» Collected data

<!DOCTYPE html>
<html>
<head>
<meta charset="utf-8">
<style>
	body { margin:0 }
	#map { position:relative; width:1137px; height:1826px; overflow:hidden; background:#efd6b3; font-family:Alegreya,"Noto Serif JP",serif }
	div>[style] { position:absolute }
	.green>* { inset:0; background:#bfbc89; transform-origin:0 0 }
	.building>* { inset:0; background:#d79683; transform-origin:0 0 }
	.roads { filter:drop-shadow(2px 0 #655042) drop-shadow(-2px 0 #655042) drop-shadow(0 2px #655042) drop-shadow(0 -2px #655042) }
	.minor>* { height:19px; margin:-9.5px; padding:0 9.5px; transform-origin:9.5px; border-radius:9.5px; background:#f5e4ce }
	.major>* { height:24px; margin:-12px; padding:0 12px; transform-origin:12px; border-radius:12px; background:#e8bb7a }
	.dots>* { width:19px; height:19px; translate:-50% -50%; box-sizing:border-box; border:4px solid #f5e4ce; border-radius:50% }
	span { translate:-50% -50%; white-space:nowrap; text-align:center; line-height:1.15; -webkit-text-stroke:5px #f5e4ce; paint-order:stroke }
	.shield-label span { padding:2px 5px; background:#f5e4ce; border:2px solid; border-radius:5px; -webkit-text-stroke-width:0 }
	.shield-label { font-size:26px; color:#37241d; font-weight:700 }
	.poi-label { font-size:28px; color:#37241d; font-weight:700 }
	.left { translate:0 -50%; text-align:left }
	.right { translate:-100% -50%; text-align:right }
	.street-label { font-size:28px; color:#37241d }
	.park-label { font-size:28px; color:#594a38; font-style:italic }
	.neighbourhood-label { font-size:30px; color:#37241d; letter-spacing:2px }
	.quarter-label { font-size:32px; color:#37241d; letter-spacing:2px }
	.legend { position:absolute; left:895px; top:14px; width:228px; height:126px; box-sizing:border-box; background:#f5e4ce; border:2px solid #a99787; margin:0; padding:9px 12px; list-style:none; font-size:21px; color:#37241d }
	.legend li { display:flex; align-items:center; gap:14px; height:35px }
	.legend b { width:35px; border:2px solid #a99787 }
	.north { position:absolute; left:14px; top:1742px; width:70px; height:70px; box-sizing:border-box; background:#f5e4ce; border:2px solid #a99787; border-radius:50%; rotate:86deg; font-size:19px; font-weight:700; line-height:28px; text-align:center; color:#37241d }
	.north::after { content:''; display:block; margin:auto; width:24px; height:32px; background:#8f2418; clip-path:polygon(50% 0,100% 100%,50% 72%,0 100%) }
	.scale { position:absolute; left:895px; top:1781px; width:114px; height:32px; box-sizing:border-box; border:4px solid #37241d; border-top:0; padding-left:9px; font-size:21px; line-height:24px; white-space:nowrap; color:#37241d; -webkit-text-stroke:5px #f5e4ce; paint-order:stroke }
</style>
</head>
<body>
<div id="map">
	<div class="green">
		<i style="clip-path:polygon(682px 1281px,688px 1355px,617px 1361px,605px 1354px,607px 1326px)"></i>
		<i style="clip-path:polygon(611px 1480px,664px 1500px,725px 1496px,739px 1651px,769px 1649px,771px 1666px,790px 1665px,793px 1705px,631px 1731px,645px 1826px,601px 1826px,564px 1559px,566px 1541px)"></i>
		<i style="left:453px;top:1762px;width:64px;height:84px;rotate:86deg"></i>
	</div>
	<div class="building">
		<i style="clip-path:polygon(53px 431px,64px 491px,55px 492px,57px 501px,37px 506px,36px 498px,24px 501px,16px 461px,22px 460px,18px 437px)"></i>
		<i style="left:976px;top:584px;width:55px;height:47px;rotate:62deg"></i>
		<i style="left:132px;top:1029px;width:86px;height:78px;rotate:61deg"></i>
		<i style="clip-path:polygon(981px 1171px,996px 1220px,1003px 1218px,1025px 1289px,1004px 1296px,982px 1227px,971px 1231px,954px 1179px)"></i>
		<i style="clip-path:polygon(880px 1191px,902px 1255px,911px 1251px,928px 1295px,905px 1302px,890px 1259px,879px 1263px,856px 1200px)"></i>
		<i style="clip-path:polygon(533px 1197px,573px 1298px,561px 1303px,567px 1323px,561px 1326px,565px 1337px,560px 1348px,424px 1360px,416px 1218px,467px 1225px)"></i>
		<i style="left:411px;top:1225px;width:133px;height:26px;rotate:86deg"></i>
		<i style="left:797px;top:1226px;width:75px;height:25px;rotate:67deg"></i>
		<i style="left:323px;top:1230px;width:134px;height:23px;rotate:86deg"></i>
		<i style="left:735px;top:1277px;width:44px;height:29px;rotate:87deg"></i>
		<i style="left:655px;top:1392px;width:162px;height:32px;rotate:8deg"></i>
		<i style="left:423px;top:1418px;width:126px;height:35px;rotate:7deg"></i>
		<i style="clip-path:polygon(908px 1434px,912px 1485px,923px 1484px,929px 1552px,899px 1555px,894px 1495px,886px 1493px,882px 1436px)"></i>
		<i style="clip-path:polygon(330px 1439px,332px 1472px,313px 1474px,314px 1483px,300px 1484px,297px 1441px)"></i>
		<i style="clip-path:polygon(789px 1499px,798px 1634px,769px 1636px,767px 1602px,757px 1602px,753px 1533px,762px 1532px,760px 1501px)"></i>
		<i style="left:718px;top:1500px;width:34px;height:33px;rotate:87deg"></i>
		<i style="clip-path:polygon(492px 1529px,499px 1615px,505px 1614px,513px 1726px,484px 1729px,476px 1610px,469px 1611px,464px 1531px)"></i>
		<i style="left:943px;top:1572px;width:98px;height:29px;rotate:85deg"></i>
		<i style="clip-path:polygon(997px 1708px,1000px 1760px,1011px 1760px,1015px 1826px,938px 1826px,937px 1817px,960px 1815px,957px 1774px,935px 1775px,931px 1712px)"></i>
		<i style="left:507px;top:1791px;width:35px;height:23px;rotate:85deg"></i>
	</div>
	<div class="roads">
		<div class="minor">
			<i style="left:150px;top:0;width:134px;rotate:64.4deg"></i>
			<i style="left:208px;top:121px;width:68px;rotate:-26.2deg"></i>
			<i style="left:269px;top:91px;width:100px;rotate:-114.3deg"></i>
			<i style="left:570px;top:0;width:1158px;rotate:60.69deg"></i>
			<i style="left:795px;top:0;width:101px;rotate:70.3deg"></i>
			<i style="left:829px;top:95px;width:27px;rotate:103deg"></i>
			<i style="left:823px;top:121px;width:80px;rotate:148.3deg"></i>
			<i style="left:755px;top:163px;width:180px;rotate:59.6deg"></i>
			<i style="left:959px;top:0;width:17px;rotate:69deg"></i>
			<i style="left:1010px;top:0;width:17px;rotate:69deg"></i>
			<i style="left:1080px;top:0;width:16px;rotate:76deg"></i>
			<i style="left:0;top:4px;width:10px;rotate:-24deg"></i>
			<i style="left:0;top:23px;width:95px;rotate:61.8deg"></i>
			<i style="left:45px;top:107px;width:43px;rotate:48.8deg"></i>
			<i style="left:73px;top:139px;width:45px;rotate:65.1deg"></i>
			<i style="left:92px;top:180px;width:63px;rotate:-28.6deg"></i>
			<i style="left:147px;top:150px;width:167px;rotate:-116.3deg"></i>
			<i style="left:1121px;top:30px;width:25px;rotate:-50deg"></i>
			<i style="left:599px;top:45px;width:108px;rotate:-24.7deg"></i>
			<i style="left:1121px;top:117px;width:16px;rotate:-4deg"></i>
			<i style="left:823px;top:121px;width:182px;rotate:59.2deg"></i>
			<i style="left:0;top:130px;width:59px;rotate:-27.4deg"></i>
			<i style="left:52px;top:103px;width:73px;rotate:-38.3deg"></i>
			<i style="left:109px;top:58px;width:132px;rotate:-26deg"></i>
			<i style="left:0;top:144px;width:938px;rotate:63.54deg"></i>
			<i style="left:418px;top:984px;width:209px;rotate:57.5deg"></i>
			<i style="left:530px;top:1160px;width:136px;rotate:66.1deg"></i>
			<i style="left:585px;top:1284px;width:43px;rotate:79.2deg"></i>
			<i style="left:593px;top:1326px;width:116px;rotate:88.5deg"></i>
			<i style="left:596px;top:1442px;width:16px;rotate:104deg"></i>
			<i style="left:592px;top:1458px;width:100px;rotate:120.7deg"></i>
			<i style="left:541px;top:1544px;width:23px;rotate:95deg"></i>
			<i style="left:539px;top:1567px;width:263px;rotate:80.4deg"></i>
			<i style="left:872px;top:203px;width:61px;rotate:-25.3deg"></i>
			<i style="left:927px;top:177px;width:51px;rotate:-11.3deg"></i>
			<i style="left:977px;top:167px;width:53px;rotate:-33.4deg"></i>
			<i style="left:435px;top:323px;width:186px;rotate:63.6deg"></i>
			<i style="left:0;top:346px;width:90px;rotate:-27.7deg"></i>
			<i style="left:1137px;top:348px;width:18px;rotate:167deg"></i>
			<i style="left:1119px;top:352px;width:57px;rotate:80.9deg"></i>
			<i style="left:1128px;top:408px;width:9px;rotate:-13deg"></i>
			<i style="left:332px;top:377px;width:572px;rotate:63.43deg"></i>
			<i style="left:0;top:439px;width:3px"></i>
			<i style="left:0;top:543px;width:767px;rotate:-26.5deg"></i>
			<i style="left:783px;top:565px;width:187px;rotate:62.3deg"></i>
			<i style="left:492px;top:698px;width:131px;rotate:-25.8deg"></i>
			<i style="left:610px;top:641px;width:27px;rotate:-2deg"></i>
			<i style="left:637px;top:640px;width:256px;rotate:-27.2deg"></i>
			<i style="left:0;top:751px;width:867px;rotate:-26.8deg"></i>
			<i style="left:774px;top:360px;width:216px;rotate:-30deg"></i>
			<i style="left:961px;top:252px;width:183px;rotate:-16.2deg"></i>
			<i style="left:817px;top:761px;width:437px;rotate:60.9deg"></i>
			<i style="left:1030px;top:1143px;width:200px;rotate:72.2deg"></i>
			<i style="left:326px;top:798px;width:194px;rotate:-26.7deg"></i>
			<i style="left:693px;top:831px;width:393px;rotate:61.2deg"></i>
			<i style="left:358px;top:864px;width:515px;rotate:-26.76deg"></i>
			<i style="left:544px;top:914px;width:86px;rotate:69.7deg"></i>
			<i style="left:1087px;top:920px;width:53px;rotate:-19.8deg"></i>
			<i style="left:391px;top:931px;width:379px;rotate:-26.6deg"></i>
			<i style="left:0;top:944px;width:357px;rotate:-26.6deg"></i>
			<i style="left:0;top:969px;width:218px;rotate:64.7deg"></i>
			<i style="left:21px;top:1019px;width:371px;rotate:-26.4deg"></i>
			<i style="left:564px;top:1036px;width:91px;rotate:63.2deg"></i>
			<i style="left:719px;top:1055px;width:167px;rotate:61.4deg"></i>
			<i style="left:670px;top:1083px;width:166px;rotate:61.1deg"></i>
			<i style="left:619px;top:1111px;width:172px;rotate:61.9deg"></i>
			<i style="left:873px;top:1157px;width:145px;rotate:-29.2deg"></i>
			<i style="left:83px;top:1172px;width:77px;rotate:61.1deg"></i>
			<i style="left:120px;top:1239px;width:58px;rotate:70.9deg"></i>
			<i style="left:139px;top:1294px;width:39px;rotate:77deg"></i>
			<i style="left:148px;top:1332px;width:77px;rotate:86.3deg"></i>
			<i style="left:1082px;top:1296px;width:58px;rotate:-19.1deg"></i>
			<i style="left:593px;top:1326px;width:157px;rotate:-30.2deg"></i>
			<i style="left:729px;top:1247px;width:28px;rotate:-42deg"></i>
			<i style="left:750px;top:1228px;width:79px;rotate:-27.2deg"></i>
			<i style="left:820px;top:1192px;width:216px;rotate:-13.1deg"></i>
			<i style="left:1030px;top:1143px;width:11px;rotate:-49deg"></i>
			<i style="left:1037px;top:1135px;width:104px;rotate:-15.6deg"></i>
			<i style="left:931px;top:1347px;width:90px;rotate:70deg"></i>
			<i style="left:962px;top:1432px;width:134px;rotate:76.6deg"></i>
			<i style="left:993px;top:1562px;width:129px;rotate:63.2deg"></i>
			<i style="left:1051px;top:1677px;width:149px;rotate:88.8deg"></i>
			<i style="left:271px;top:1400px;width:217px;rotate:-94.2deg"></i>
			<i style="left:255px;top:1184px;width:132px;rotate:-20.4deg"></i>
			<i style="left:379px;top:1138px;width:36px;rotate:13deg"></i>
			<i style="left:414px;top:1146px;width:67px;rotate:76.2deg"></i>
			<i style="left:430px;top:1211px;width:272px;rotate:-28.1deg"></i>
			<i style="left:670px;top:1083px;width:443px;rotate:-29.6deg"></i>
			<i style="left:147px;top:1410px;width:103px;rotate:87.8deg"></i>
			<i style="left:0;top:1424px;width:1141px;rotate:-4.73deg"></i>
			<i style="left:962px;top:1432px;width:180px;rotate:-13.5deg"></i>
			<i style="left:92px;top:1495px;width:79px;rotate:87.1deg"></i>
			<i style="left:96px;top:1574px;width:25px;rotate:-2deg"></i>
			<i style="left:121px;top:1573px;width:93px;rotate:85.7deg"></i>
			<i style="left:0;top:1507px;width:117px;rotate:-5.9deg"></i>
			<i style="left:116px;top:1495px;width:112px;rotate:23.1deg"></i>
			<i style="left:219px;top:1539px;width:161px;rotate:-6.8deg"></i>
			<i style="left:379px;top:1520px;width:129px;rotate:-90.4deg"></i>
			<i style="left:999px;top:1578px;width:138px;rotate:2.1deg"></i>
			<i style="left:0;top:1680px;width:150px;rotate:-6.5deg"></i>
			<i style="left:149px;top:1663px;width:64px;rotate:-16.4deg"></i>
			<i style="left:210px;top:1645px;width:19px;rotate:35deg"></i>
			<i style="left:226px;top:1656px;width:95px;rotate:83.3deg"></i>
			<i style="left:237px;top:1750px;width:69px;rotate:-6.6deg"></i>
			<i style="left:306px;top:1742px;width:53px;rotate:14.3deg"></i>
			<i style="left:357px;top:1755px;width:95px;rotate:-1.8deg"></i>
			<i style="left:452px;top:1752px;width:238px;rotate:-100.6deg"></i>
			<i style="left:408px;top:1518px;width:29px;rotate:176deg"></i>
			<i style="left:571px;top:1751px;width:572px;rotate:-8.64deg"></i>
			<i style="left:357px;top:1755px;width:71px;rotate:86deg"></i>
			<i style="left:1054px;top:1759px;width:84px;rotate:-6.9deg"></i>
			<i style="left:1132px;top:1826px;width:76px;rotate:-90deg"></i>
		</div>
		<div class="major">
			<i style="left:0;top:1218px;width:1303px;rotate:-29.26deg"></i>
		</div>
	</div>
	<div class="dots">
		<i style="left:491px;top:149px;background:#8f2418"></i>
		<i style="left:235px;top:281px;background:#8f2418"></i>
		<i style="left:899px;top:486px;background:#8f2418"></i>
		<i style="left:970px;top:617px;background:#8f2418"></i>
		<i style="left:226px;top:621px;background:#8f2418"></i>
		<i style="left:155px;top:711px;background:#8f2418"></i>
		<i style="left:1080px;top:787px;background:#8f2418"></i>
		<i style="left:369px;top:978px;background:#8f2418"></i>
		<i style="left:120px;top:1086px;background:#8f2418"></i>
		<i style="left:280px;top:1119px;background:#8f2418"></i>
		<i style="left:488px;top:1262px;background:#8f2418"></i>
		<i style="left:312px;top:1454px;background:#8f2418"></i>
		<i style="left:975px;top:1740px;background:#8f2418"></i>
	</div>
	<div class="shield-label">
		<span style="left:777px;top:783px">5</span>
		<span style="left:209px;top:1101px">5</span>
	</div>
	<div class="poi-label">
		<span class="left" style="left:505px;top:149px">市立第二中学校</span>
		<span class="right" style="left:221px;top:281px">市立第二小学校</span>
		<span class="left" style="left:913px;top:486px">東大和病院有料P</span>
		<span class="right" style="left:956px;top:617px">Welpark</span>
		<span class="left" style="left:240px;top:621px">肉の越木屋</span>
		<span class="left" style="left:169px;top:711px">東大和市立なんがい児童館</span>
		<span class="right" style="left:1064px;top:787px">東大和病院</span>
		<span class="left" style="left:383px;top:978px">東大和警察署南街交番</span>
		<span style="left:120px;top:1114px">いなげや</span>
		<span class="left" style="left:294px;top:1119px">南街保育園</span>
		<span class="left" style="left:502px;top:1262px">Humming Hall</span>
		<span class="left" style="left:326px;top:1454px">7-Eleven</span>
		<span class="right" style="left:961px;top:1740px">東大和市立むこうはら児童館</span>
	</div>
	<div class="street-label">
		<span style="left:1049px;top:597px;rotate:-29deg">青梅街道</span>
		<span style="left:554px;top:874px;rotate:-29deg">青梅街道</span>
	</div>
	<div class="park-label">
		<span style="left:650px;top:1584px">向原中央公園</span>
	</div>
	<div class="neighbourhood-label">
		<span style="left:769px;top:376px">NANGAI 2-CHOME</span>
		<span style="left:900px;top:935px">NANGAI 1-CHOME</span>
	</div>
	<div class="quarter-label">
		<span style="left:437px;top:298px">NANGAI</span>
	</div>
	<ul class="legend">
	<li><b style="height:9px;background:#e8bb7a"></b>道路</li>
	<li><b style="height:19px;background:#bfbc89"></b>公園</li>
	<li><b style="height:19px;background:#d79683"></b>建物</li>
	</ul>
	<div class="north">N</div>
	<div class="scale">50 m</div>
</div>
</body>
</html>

» WHAT YOU HAVE TO DO
Copy out the entries above exactly as given, starting at the top and ending with the line containing "position:absolute; left:14px; top:1742px;"; include both and nothing more.

» RESPONSE TO THIS EXERCISE
<!DOCTYPE html>
<html>
<head>
<meta charset="utf-8">
<style>
	body { margin:0 }
	#map { position:relative; width:1137px; height:1826px; overflow:hidden; background:#efd6b3; font-family:Alegreya,"Noto Serif JP",serif }
	div>[style] { position:absolute }
	.green>* { inset:0; background:#bfbc89; transform-origin:0 0 }
	.building>* { inset:0; background:#d79683; transform-origin:0 0 }
	.roads { filter:drop-shadow(2px 0 #655042) drop-shadow(-2px 0 #655042) drop-shadow(0 2px #655042) drop-shadow(0 -2px #655042) }
	.minor>* { height:19px; margin:-9.5px; padding:0 9.5px; transform-origin:9.5px; border-radius:9.5px; background:#f5e4ce }
	.major>* { height:24px; margin:-12px; padding:0 12px; transform-origin:12px; border-radius:12px; background:#e8bb7a }
	.dots>* { width:19px; height:19px; translate:-50% -50%; box-sizing:border-box; border:4px solid #f5e4ce; border-radius:50% }
	span { translate:-50% -50%; white-space:nowrap; text-align:center; line-height:1.15; -webkit-text-stroke:5px #f5e4ce; paint-order:stroke }
	.shield-label span { padding:2px 5px; background:#f5e4ce; border:2px solid; border-radius:5px; -webkit-text-stroke-width:0 }
	.shield-label { font-size:26px; color:#37241d; font-weight:700 }
	.poi-label { font-size:28px; color:#37241d; font-weight:700 }
	.left { translate:0 -50%; text-align:left }
	.right { translate:-100% -50%; text-align:right }
	.street-label { font-size:28px; color:#37241d }
	.park-label { font-size:28px; color:#594a38; font-style:italic }
	.neighbourhood-label { font-size:30px; color:#37241d; letter-spacing:2px }
	.quarter-label { font-size:32px; color:#37241d; letter-spacing:2px }
	.legend { position:absolute; left:895px; top:14px; width:228px; height:126px; box-sizing:border-box; background:#f5e4ce; border:2px solid #a99787; margin:0; padding:9px 12px; list-style:none; font-size:21px; color:#37241d }
	.legend li { display:flex; align-items:center; gap:14px; height:35px }
	.legend b { width:35px; border:2px solid #a99787 }
	.north { position:absolute; left:14px; top:1742px; width:70px; height:70px; box-sizing:border-box; background:#f5e4ce; border:2px solid #a99787; border-radius:50%; rotate:86deg; font-size:19px; font-weight:700; line-height:28px; text-align:center; color:#37241d }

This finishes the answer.